### The task
Which lines of the listing hold the string "Beecher"? Show each of them.

### Data for analysis
★ ★ ★

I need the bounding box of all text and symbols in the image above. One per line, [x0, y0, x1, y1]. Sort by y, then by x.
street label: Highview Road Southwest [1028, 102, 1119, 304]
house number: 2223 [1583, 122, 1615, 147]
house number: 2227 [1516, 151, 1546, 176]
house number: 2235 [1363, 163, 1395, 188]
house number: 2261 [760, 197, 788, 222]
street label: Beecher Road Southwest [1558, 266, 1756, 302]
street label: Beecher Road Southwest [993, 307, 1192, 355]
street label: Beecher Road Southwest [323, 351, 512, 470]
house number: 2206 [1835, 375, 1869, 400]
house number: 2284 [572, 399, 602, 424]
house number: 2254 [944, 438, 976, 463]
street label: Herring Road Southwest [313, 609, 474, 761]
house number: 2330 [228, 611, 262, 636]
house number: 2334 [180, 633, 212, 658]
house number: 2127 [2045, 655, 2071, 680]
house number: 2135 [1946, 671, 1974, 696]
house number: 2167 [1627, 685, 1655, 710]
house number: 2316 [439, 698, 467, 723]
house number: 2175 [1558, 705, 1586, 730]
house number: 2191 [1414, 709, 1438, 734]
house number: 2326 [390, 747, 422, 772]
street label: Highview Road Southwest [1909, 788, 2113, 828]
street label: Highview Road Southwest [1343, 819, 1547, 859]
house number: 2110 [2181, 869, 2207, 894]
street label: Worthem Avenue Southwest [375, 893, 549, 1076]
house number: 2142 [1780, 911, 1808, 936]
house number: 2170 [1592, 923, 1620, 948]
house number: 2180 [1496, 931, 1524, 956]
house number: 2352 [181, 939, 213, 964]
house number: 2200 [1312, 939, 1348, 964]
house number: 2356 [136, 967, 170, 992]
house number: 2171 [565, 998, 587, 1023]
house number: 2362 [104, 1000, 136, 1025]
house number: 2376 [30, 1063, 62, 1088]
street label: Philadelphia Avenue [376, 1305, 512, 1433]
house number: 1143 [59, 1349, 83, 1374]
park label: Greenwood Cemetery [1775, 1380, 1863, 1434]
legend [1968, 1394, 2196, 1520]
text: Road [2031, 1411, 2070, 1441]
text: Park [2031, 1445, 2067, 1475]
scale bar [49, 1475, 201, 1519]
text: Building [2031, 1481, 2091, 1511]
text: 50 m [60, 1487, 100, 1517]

★ ★ ★

### Output
street label: Beecher Road Southwest [1558, 266, 1756, 302]
street label: Beecher Road Southwest [993, 307, 1192, 355]
street label: Beecher Road Southwest [323, 351, 512, 470]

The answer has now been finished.